For passionate wantrepreneurs, the itch to launch and get started is almost too powerful an urge to resist. The reason someone leaves a stable, traditional career path and jumps into the fray of starting up usually revolves around passion. Passion is what fuels the transition from dreamer to doer.
Fortunately, dreamers are limited by capital. Why do I say “fortunately”? The constraints of capital force dreamers to keep their feet firmly planted or to suffer the consequences.
I am a firm believer that the capital raising, VC pitching, pre-launch phase of a start-up is critical to its success. Every pitch represents an opportunity to revise the plan, gain valuable feedback from potential investors, and improve efficiency.
1. Slash Your Personal Expenses
The first step in becoming an entrepreneur is preparing for the financial strains of the journey. Cash-flow is the name of the game. The more of your hard-earned savings and earnings you can keep in your pocket at the end of each month, the longer you’ll be able to stay in the fight.
Potentially, if you’re able to slash personal living expenses enough, you could completely self-fund your start-up. That’s HUGE! Outside funding is expensive, so get your personal finances in order to build business credit. Think about the value of Facebook’s stocks today. Just a 5% stake in the social media juggernaut’s early days would be worth millions today.
- Get onto a flexible, written budget that accounts for every dollar spent personally.
- Start selling anything and everything that isn’t nailed down.
- Slash monthly bills. Stream Netflix and YouTube instead of paying for cable. Sell your leased car and buy a reliable clunker. When your cellphone contract expires, pick up a prepaid SIM card.
- Cook healthy foods at home instead of eating out. And that Starbucks coffee? The best part of starting up is Folger’s in your cup!
2. Dip into the Equity of Your Home
Many impatient entrepreneurs choose to skip the process of raising outside funds or stockpiling cash. Instead, they take advantage of a home equity line of credit (HELOC) or a second mortgage. I’m personally not a big fan of this approach.
First, it eliminates the necessity to pitch to VC’s and other experienced investors. Missing out on their advice and the benefits of subjecting your plan to the rigors of the capital raising process is a huge loss. Secondly, you’re funding a speculative business with a form of financing that requires consistent, monthly payments.
Mark Cuban is fond of saying that only morons launch a business with a loan. Why? The bank doesn’t care about your business. During turbulent times, the bank will add increased stress as you’re pressured to cough up payments you can’t afford.

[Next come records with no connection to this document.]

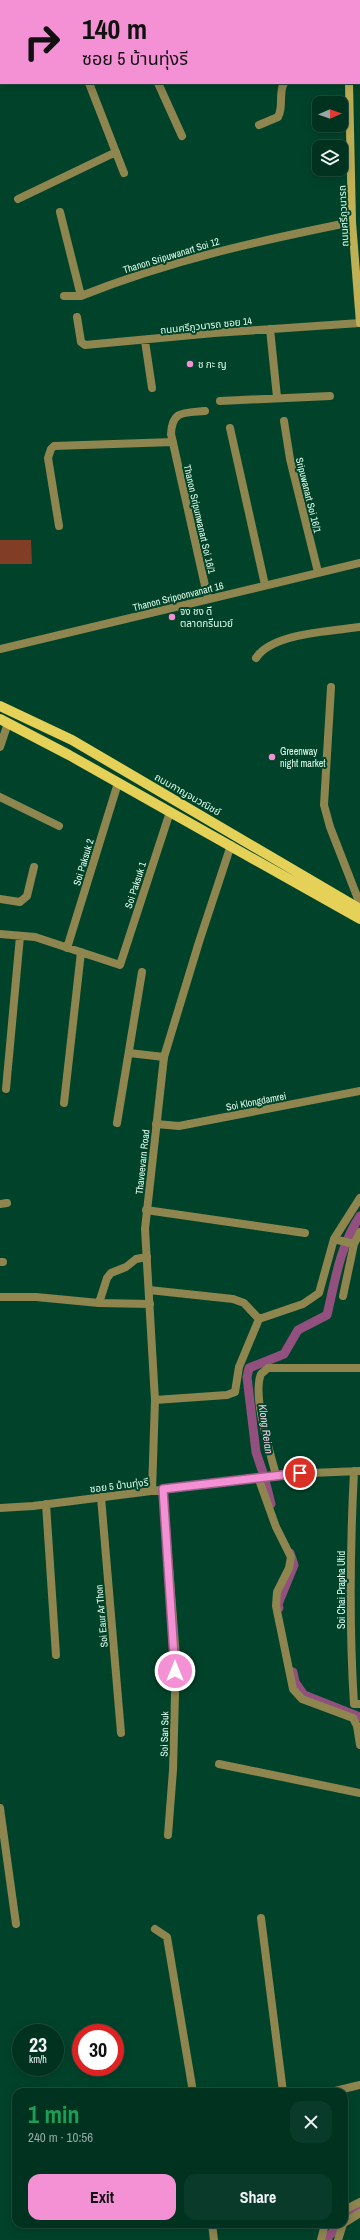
<!DOCTYPE html>
<meta charset="utf-8">
<style>
body{margin:0;font-family:"Archivo Narrow","Noto Sans Thai",sans-serif;background:#0a3a29;color:#f1f3f6;height:100vh;display:flex;flex-direction:column;font-size:15px;white-space:nowrap}
*{box-sizing:border-box;margin:0}
p{font-size:13px;color:#95aaa5}
.icon{flex:none;width:22px;height:22px;fill:none;stroke:currentColor;stroke-width:2;stroke-linecap:round;stroke-linejoin:round}
.map{position:relative;flex:1;overflow:hidden}
.sheet{position:absolute;left:12px;top:2088px;width:336px;height:140px;display:flex;flex-direction:column;background:#003220;border-radius:12px;box-shadow:0 2px 10px #0003,0 0 0 1px #224d3e}
.sheet>*{flex:none}
.banner{position:absolute;left:0px;top:0px;width:360px;height:84px;box-shadow:0 2px 10px #0003,0 0 0 1px #224d3e;background:#f491d4;color:#111;overflow:hidden}
.needle{width:26px;rotate:88deg}
.buttons{position:absolute;left:312px;top:96px;display:grid;gap:8px}
.buttons a{display:grid;place-items:center;width:36px;height:36px;border-radius:8px;background:#003220;box-shadow:0 2px 10px #0003,0 0 0 1px #224d3e;font-size:20px}
.speed{position:absolute;left:12px;top:2024px;display:flex;gap:8px;font-size:20px;font-weight:700;text-align:center}
.speed>*{display:grid;place-content:center;width:52px;height:52px;border-radius:50%;background:#003220;box-shadow:0 2px 10px #0003,0 0 0 1px #224d3e;line-height:1}
.speed small{font-size:10px;font-weight:400}
.speed .limit{border:6px solid #d22;background:#fff;color:#111}
.pin{position:absolute;display:grid;place-items:center;width:34px;height:34px;color:#fff;margin:-17px;border:2px solid #fff;border-radius:50%;box-shadow:0 1px 4px #0007}
.me{position:absolute;width:44px;margin:-22px;rotate:0deg;stroke-linejoin:round;filter:drop-shadow(0 0 3px #0008)}
.turn{display:flex;align-items:center;gap:14px;height:84px;padding:0 16px;font-size:18px}
.turn .icon{width:52px;height:52px;stroke-width:2.5}
.turn b{display:block;font-size:28px;line-height:34px}
.round{display:grid;place-items:center;flex:none;width:42px;height:42px;border-radius:12px;background:#0a3a29}
.overview{display:flex;align-items:center;justify-content:space-between;height:68px;padding:0 16px}
h1{font-size:24px;font-weight:700;line-height:30px;color:#1e9e55}
.action{display:flex;gap:8px;margin-top:auto;padding:8px 16px}
.action a{flex:1;height:46px;border-radius:12px;background:#f491d4;color:#111;font-size:16px;font-weight:700;line-height:46px;text-align:center}
.action a+a{background:#0a3a29;color:#f1f3f6}
.map>svg:first-child{display:block}
</style>
<div class="map">
<svg width="360" height="2240" viewBox="0 0 360 2240">
<rect width="100%" height="100%" fill="#00432a"/>
<path fill="#813d25" d="M0,540h31l1,24h-32z"/>
<g fill="none" stroke-linecap="round" stroke-linejoin="round">
<path stroke="#92507e" stroke-width="9" d="M271,1504l-7,-28 -8,-24 -9,-75 2,-9 35,-14 14,-24 29,-15c8,-34 13,-69 33,-99
M279,1608l-1,-4 16,-39 -4,-12
M293,1672l2,10 9,13 56,22
M344,2220l7,-8 9,-3
M328,2240v-3l12,-13"/>
<path stroke="#8e854f" stroke-width="8" d="M153,1l2,-1
M0,60l1,-1
M89,83l35,90
M158,83l24,53
M259,125l19,-8c6,-11 0,-23 6,-34
M18,199l98,-47
M60,212l21,84c90,-36 177,-55 271,-74
M64,296h17
M77,317l4,25 4,3 129,-12 146,-10
M270,329l7,68
M145,341l7,47
M220,401l110,-5
M205,411c-21,2 -33,-1 -34,23l37,165
M284,421l6,38 28,113
M230,428l35,157
M59,526l-11,-68 3,-9 3,-3 119,-4
M0,649l360,-86
M256,658c16,-25 76,-27 104,-31
M331,687l-7,118 6,22 30,77
M0,747l8,-24
M0,797l59,29
M0,899l20,3 7,-6 7,-29
M0,934l35,3 85,28 50,-153
M67,948l51,-165
M129,1053l35,4
M6,1089l14,-153
M64,1103l17,-151
M117,1123l25,-151
M156,1124l23,2 181,-35
M0,1204l7,-1
M146,1210l159,23
M334,1239l20,5
M0,1262h3
M149,1290l84,9 11,4 15,16
M343,1296l11,-52 6,-12
M0,1297h36l63,6 8,-25 4,-5 15,-6 10,-8 11,-2
M99,1303l51,1
M155,1400l72,-5 8,-3 4,-25 20,-48 44,-15 16,-11 15,-54 26,-41
M354,1471c-4,78 -5,155 0,233h6
M276,1475c-6,-23 -24,-80 -15,-101l7,-6h92
M258,1477l18,50 15,30 -2,11 -12,24 -1,14 17,83 9,10 51,19 4,8 3,19
M163,1489l13,168 -3,113 -5,65
M101,1497l20,236
M46,1504l10,151
M0,1508l33,-2 253,-32 74,-3
M219,1764l141,29
M0,1808l16,116
M261,1918l22,174
M155,1929l12,8 26,155
M331,2092l29,-7
M344,2210l16,-8
M344,2223l16,-10
M212,2224l2,16
M321,2240l4,-16
M338,2240l5,-16"/>
<path stroke="#8e854f" stroke-width="8" d="M152,1491l3,-91 -10,-171 19,-172 35,-115 32,-97"/>
<path stroke="#bfb056" stroke-width="8" d="M347,0v1
M349,83l3,139 8,101"/>
<path stroke="#e5d158" stroke-width="10" d="M0,706l72,34 288,169
M0,719l69,36 291,164"/>
</g>
<g fill="none" stroke-linecap="round" stroke-linejoin="round">
<defs>
<path id="route" d="M175,1671l-12,-182 137,-16"/>
</defs>
<use href="#route" stroke="#9f5e8a" stroke-width="10"/>
<use href="#route" stroke="#f491d4" stroke-width="7"/>
</g>
<g fill="#f491d4" stroke="#00432a" stroke-width="1.5">
<circle cx="190" cy="364" r="4"/>
<circle cx="172" cy="617" r="4"/>
<circle cx="272" cy="757" r="4"/>
</g>
<g text-anchor="middle" stroke-width="4" stroke-linejoin="round" paint-order="stroke">
<g font-size="10" fill="#e0feec" stroke="#00432a">
<text transform="translate(343 216) rotate(-93)" y="4">ถนนศรีภูวนารถ</text>
<text transform="translate(171 255) rotate(-17)" y="4">Thanon Sripuwanart Soi 12</text>
<text transform="translate(206 325) rotate(-6)" y="4">ถนนศรีภูวนารถ ซอย 14</text>
<text transform="translate(309 495) rotate(76)" y="4">Sripuwanart Soi 16/1</text>
<text transform="translate(200 519) rotate(77)" y="4">Thanon Sripunwanart Soi 16/1</text>
<text transform="translate(178 596) rotate(-14)" y="4">Thanon Sripoonvanart 16</text>
<text transform="translate(188 794) rotate(30)" y="4">ถนนกาญจนวณิชย์</text>
<text transform="translate(83 862) rotate(-73)" y="4">Soi Paksuk 2</text>
<text transform="translate(135 885) rotate(-72)" y="4">Soi Paksuk 1</text>
<text transform="translate(256 1101) rotate(-11)" y="4">Soi Klongdamrei</text>
<text transform="translate(142 1162) rotate(-84)" y="4">Thaveevarn Road</text>
<text transform="translate(119 1485) rotate(-7)" y="4">ซอย 5 บ้านทุ่งรี</text>
<text transform="translate(341 1590) rotate(-90)" y="4">Soi Chai Prapha Utid</text>
<text transform="translate(101 1616) rotate(-95)" y="4">Soi Eaur Ar Thon</text>
<text transform="translate(164 1734) rotate(-89)" y="4">Soi San Suk</text>
</g>
<g font-size="10" fill="#e0feec" stroke="#00432a" text-anchor="start">
<text x="198" y="368">ช กะ ญ</text>
<text x="180" y="615">จง ชง ดี<tspan x="180" dy="12">ตลาดกรีนเวย์</tspan></text>
<text x="280" y="755">Greenway<tspan x="280" dy="12">night market</tspan></text>
</g>
<g font-size="11" font-style="italic" fill="#f5cde6" stroke="#00432a">
<text transform="translate(266 1429) rotate(82)" y="4">Klong Reian</text>
</g>
</g>
</svg>
<div class="buttons">
<a><svg class="needle" viewBox="-14 -14 28 28"><path d="M0-13l5 13h-10z" fill="#e53935"/><path d="M0 13l5-13h-10z" fill="#95aaa5"/></svg></a>
<a><svg class="icon" aria-label="layers" viewBox="0 0 24 24"><path d="M12 4l9 5-9 5-9-5zM3 14l9 5 9-5"/></svg></a>
</div>
<div class="speed"><div>23<small>km/h</small></div><div class="limit">30</div></div>
<div class="pin" style="left:300px;top:1473px;background:#d93025"><svg class="icon" aria-label="arrive" viewBox="0 0 24 24"><path d="M6 21V4h12l-3 4 3 4H6"/></svg></div>
<svg class="me" style="left:175px;top:1671px" viewBox="-20 -20 40 40"><circle r="17" fill="#f491d4" stroke="#fff" stroke-width="3"/><path d="M0-11L8 9 0 5-8 9z" fill="#fff"/></svg>
<div class="banner">
<div class="turn"><svg class="icon" aria-label="right" viewBox="0 0 24 24"><path d="M7 20v-9h11M14 6l5 5-5 5"/></svg><div><b>140 m</b>ซอย 5 บ้านทุ่งรี</div></div>
</div>
<section class="sheet">
<div class="overview"><div><h1>1 min</h1><p>240 m · 10:56</p></div><a class="round"><svg class="icon" aria-label="close" viewBox="0 0 24 24"><path d="M6 6l12 12M18 6L6 18"/></svg></a></div>
<div class="action"><a>Exit</a><a>Share</a></div>
</section>
</div>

Trust me, turbulent times are guaranteed in any start-up. You do not want to be dealing with a silent partner that simply wants a monthly check and will do whatever it takes (including seizing your company’s assets) to satisfy the obligation on its timetable.
Sell Your Home, Instead of Borrowing Against It
If you want to access the start-up capital available in your home, sell it. Selling your home frees up your equity, without creating a bank loan.
And you can transition into life as a renter, where the cost of living is significantly more predictable and manageable. Say goodbye to handyman repairs, property taxes, and HOA dues. In terms of cash-flow, an affordable apartment beats home ownership any day of the week.
3. Start in Real Estate Investment
The path to entrepreneurship and starting up is never a linear journey. My business partner started out in real estate. His strategy was to begin to generate multiple streams of income from rental properties and use that income to launch his future business.
There’s some risk involved in this strategy, as tenants are sometimes late on their rent. There are also chunks of time where an investment property isn’t actively rented, meaning negative cash-flow. Plus, maintenance costs on rental properties are unpredictable and constant.
If you want a good laugh, check out some of the crazy excuses property managers have to deal with when the rent check comes due. Seriously, property management and being a landlord is a major time eater.
But renting out could be an effective long-term strategy for generating additional cash-flow and increasing your personal net worth. As an entrepreneur, both cash-flow and net worth should be buzzwords that get you salivating.
The absolute best strategy for starting up is to create something you can self-fund. You don’t have to launch everything right away. I like starting up in components and letting each piece of a start-up fund the next one.
But if you must take on outside funding or a loan to get going quickly, try to keep outside funding requirements to an absolute minimum. Quick cash gets expensive over the course of a successful business.